WORK TO BE COMPLETED:
Could you filter the records below and return each line that holds "object"?

SOURCE DATA:
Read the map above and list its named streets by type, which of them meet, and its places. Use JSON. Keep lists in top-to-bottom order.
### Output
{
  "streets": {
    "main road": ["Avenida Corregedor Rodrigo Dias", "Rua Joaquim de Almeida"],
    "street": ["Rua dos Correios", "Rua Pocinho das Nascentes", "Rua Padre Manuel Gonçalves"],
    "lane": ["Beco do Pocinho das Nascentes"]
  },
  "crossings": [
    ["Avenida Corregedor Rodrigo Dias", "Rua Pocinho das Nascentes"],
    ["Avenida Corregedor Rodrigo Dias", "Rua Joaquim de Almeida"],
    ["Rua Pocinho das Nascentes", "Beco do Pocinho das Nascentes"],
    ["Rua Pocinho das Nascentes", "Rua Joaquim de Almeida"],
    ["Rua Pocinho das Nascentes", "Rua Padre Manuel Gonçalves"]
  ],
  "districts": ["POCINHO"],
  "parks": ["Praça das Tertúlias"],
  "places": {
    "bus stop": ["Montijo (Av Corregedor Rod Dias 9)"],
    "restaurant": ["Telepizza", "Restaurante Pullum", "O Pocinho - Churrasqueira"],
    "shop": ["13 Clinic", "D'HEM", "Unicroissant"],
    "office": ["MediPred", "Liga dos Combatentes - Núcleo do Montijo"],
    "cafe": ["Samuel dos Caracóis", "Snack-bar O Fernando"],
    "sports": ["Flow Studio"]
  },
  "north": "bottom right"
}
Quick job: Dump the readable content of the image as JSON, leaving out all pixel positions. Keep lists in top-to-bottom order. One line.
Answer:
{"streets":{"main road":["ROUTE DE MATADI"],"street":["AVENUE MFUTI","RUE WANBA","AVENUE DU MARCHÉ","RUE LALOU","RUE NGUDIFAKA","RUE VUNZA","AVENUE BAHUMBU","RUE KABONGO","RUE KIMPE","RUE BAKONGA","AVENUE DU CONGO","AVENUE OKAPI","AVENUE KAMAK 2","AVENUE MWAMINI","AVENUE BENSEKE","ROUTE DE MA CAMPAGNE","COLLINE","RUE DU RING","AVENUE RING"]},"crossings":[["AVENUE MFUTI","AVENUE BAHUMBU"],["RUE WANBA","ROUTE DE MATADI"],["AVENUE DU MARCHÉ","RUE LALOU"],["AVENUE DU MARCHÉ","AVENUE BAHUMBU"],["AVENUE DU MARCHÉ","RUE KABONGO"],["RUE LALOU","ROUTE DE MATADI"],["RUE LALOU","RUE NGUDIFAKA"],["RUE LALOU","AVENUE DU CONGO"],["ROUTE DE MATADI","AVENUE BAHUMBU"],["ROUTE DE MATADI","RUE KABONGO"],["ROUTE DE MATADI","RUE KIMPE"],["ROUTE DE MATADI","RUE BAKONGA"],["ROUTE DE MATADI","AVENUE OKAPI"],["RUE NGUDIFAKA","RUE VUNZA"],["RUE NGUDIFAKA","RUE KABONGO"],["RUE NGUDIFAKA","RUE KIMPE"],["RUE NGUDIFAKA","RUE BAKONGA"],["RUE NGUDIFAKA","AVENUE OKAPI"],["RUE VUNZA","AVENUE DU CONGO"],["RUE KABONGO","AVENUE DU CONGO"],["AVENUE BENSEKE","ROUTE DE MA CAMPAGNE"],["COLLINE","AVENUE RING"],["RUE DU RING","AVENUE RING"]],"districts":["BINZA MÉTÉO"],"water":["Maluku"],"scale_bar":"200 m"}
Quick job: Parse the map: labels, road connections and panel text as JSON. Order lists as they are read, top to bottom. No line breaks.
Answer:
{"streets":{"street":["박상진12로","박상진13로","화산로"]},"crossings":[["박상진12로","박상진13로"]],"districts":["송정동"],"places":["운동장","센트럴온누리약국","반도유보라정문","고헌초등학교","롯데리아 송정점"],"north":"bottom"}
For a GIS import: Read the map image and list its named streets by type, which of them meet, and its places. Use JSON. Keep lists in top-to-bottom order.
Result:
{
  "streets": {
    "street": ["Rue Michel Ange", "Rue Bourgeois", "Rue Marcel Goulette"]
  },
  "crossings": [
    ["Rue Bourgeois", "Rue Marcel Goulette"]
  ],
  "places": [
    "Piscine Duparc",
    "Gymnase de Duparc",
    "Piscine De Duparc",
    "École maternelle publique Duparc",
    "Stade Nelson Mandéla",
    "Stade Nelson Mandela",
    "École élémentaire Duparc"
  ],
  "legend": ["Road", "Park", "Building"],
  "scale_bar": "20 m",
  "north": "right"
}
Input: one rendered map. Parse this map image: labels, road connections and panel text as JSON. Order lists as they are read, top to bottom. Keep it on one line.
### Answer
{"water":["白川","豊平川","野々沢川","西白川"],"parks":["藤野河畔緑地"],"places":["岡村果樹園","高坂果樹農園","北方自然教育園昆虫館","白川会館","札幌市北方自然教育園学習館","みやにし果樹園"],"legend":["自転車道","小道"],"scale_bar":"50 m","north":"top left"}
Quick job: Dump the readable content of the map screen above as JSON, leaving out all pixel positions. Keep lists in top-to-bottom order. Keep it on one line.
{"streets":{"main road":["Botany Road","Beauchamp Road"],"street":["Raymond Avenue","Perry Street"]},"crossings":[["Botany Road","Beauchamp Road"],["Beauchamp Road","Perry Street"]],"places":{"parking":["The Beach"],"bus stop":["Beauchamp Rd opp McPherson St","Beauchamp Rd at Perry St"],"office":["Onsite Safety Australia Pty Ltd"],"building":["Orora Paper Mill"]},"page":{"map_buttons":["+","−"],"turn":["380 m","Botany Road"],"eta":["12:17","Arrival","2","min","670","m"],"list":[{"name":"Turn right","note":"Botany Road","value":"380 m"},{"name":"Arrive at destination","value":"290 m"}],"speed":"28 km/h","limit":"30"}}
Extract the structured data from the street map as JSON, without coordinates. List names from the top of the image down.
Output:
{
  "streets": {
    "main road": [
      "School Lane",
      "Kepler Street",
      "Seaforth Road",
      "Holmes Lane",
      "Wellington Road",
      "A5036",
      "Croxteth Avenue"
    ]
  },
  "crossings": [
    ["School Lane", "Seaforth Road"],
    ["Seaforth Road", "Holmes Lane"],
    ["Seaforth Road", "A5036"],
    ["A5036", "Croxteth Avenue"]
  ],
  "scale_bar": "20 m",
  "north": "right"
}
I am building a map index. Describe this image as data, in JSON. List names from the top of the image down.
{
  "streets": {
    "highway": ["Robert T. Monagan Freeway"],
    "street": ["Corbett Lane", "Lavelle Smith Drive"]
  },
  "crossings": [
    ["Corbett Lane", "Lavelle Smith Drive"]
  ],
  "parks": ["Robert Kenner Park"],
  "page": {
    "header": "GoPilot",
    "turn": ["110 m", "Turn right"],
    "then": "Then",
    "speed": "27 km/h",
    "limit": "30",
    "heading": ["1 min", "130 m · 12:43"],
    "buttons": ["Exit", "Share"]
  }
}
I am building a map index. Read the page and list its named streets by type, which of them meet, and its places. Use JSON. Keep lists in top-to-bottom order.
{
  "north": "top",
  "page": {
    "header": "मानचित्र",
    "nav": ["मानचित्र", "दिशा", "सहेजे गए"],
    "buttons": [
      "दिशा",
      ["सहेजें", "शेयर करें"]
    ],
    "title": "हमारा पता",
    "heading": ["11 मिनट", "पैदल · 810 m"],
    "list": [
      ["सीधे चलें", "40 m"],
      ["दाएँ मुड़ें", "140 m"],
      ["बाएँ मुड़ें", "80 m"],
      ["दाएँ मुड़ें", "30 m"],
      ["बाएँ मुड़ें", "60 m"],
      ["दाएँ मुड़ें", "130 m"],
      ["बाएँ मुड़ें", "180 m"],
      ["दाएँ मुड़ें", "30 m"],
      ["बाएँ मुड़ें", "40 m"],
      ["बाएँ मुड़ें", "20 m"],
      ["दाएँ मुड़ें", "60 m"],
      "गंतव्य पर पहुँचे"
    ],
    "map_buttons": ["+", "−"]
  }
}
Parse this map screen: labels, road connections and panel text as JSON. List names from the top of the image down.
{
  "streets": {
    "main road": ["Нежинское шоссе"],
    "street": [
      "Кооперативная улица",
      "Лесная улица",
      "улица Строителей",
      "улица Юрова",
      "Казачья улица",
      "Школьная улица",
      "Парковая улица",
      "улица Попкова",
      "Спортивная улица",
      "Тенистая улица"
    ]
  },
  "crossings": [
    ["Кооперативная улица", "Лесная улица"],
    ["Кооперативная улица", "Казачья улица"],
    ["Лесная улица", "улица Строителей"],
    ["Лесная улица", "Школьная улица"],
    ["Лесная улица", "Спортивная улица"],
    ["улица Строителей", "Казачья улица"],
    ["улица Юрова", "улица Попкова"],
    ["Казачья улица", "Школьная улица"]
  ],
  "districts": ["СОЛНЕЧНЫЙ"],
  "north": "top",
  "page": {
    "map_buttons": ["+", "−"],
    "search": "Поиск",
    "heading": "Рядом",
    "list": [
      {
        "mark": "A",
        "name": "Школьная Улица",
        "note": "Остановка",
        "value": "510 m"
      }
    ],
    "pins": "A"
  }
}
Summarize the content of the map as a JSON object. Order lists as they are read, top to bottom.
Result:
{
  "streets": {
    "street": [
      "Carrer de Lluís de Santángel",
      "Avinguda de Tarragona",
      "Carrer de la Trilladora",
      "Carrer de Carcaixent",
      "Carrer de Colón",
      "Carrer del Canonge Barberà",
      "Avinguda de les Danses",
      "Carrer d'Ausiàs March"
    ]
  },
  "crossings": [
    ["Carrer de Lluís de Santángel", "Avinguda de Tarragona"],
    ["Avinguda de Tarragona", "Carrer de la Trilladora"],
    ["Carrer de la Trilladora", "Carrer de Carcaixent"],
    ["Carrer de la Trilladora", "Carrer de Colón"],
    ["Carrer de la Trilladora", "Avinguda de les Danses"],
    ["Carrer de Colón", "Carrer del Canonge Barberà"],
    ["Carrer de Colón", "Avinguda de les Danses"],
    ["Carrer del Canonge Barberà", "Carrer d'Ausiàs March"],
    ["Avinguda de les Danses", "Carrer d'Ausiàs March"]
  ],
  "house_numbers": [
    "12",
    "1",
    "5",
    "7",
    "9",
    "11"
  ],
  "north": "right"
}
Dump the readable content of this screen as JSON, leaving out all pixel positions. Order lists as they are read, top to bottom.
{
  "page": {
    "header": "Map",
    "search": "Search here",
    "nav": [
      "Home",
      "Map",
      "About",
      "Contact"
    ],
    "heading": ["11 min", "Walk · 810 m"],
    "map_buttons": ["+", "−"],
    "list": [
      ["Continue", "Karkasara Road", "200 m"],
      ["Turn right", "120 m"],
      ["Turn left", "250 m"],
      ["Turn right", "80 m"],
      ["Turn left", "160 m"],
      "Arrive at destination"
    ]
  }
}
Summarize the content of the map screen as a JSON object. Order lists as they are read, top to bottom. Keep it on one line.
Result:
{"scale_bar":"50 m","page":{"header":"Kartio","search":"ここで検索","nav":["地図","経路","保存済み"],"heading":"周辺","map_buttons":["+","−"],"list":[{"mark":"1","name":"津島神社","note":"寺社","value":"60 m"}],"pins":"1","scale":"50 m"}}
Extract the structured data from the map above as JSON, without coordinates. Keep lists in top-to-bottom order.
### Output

SOLUTION FOR THIS PROBLEM:
Summarize the content of the map as a JSON object. Order lists as they are read, top to bottom.
Summarize the content of the map screen as a JSON object. Order lists as they are read, top to bottom. Keep it on one line.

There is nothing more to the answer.